O programa possui publicações impressas e em e-book que abordam as experiências de visitas de alunos e professores à Universidade de Stuttgart. De acordo com a coordenadora do programa pela UFPR, a proposta é aprimorar a qualidade das produções, além de manter outros dois eventos realizados pelo programa. “Temos o Ciclo de Palestras, que acontece agora no mês de setembro, voltado para a qualificação de professores na área ambiental. No próximo ano, teremos também a terceira edição do Simpósio internacional que atinge os públicos de graduação, pós-graduação e profissionais da área”.

O Gatma – projeto de extensão criado pelo PPGMAUI em 2016 – também está entre os destaques do programa por promover a interação direta com a graduação. “É um diferencial para a formação ter essa interface do mestrado profissional com o curso de Engenharia Química”, diz Mônica Kolicheski.

A expectativa das instituições é renovar a parceria e melhorar alguns pontos do programa. A partir de agora, algumas disciplinas do mestrado serão ministradas em língua inglesa. Além disso, a criação de um doutorado profissional também está nos planos para o futuro.

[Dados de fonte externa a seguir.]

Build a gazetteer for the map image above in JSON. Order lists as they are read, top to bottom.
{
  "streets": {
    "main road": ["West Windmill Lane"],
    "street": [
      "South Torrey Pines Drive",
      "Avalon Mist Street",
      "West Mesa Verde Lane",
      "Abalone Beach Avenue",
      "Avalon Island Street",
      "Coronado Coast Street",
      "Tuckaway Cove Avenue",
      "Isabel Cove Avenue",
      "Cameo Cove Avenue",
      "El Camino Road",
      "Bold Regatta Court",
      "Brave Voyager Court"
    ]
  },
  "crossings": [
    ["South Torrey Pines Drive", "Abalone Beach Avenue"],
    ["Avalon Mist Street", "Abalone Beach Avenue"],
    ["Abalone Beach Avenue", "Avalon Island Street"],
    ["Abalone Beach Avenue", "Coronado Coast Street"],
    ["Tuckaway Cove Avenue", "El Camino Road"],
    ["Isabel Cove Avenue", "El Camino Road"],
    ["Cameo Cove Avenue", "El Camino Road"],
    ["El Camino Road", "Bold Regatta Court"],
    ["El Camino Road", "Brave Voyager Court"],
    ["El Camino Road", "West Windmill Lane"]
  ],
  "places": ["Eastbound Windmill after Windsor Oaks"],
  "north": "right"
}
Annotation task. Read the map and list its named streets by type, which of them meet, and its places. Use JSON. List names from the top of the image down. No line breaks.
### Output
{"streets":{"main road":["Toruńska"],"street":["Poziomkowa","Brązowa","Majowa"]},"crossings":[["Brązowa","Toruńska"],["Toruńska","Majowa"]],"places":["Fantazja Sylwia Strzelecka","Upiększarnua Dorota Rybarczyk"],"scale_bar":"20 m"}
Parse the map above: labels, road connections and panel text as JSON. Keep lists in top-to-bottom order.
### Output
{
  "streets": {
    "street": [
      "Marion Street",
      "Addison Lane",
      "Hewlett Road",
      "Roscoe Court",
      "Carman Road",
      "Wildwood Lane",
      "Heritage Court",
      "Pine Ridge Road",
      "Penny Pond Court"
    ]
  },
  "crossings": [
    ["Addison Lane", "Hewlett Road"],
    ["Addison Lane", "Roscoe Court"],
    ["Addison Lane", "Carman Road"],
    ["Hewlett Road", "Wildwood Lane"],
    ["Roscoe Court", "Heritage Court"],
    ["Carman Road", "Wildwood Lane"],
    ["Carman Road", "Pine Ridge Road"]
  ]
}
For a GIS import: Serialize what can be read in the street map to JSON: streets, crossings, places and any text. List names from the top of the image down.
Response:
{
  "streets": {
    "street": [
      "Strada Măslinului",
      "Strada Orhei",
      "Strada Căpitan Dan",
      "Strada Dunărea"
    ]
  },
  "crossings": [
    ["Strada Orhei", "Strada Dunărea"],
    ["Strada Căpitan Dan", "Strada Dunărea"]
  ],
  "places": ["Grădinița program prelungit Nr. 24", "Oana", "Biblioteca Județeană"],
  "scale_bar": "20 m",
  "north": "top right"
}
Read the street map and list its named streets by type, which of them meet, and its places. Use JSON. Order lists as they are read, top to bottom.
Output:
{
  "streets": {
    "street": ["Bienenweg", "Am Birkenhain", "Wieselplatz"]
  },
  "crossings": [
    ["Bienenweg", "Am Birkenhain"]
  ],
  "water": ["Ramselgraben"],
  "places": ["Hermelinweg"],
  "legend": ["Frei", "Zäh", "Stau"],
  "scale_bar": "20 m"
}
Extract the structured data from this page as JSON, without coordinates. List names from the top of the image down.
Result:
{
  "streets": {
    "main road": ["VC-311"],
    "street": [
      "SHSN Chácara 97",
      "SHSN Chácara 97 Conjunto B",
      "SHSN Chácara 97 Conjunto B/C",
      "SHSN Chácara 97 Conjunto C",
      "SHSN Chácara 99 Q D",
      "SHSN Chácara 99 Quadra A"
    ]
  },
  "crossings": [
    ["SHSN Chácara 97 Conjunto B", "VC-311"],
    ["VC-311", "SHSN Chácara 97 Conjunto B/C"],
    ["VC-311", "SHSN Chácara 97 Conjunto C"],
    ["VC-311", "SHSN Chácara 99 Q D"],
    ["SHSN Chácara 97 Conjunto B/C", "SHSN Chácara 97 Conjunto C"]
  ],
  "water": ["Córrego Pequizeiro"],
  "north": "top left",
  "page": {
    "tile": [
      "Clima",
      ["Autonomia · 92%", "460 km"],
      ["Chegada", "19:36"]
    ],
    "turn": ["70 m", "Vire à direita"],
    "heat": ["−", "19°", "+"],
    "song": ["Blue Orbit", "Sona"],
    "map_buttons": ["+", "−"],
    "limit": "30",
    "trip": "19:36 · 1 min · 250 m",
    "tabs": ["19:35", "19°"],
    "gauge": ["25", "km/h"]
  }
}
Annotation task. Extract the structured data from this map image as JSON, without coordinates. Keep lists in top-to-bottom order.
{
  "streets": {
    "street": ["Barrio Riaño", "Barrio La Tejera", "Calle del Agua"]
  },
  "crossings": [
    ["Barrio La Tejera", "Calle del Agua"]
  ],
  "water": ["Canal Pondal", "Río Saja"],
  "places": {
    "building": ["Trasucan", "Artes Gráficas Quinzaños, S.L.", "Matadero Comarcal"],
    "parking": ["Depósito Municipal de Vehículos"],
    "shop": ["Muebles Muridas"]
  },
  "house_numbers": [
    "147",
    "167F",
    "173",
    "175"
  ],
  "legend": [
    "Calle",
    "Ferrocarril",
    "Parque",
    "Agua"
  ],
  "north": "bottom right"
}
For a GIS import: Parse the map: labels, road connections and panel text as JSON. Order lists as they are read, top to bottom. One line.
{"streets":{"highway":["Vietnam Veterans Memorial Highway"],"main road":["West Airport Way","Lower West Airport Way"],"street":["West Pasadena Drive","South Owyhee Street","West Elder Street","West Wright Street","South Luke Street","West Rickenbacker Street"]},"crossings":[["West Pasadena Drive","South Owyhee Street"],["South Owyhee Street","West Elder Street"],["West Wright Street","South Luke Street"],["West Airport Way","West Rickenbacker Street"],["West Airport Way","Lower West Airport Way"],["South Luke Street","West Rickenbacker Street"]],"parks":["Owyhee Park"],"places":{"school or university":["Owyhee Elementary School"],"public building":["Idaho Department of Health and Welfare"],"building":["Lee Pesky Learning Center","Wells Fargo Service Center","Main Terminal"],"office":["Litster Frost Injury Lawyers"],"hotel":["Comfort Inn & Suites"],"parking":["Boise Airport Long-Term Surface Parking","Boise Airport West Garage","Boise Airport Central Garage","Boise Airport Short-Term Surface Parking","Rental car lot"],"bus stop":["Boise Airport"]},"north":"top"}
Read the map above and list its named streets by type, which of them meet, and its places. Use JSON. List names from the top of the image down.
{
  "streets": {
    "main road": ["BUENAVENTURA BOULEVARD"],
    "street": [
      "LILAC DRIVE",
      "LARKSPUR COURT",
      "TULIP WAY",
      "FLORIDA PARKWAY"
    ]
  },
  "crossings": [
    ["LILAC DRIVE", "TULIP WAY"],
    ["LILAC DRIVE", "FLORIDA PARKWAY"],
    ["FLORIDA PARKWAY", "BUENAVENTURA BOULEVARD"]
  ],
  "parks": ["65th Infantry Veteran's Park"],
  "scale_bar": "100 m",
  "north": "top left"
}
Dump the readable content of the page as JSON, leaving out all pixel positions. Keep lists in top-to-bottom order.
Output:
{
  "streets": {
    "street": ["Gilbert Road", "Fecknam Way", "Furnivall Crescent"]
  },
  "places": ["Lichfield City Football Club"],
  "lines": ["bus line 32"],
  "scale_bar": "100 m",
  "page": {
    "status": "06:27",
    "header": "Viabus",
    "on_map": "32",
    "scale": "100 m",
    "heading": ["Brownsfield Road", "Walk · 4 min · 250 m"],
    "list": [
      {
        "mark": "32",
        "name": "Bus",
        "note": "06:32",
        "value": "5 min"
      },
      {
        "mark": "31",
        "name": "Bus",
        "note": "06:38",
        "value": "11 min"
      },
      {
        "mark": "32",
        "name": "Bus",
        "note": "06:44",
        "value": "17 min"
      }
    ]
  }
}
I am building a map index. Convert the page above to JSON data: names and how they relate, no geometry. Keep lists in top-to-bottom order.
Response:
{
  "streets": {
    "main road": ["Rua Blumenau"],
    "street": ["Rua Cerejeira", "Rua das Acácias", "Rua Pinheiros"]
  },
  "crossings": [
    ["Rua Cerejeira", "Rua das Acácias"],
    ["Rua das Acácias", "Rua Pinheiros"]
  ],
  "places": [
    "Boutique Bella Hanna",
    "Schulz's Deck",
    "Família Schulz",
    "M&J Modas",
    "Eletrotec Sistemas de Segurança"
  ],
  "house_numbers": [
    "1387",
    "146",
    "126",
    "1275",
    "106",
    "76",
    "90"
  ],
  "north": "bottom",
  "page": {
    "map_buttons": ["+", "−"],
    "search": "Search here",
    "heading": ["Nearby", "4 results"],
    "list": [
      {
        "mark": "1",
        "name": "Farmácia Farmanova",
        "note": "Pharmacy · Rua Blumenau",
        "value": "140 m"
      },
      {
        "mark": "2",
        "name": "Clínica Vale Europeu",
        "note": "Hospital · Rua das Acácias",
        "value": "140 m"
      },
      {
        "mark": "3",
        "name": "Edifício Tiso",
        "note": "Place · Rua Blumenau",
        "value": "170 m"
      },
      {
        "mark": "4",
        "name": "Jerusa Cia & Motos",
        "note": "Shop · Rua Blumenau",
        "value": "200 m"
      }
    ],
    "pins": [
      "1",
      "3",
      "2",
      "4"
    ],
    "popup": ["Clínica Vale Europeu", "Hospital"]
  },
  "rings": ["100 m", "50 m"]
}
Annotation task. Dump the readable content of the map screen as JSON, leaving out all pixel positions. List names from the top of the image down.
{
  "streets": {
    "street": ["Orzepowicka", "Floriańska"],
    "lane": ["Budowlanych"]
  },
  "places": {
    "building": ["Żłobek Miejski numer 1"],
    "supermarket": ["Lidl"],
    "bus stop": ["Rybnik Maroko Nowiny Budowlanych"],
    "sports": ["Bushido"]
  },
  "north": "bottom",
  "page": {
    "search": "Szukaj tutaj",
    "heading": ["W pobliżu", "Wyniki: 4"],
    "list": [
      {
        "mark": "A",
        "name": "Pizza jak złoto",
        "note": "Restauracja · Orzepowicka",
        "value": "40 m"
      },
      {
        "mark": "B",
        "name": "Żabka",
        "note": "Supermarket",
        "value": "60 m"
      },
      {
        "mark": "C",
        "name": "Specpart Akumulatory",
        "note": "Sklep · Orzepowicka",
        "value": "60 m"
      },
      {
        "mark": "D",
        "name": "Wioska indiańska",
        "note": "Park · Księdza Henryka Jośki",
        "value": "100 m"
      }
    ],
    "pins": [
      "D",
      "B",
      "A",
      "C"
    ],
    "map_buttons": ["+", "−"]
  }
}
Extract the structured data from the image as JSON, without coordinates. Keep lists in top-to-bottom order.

“Pretendemos também alcançar a suficiência financeira. Não recebemos verba da Capes, por isso precisamos correr atrás para arrecadar recursos”, ressalta a representante da Universidade de Stuttgart. A Associação Brasileira de Engenharia Sanitária (Abes) é apontada como uma das principais parceiras formais do programa, com apoio direto em cursos de extensão, divulgação e captação de patrocínio.

10 anos

O programa comemorou a primeira década de aniversário com um evento na última sexta-feira.

A festividade também marcou a recepção da nova turma do programa, com 30 alunos.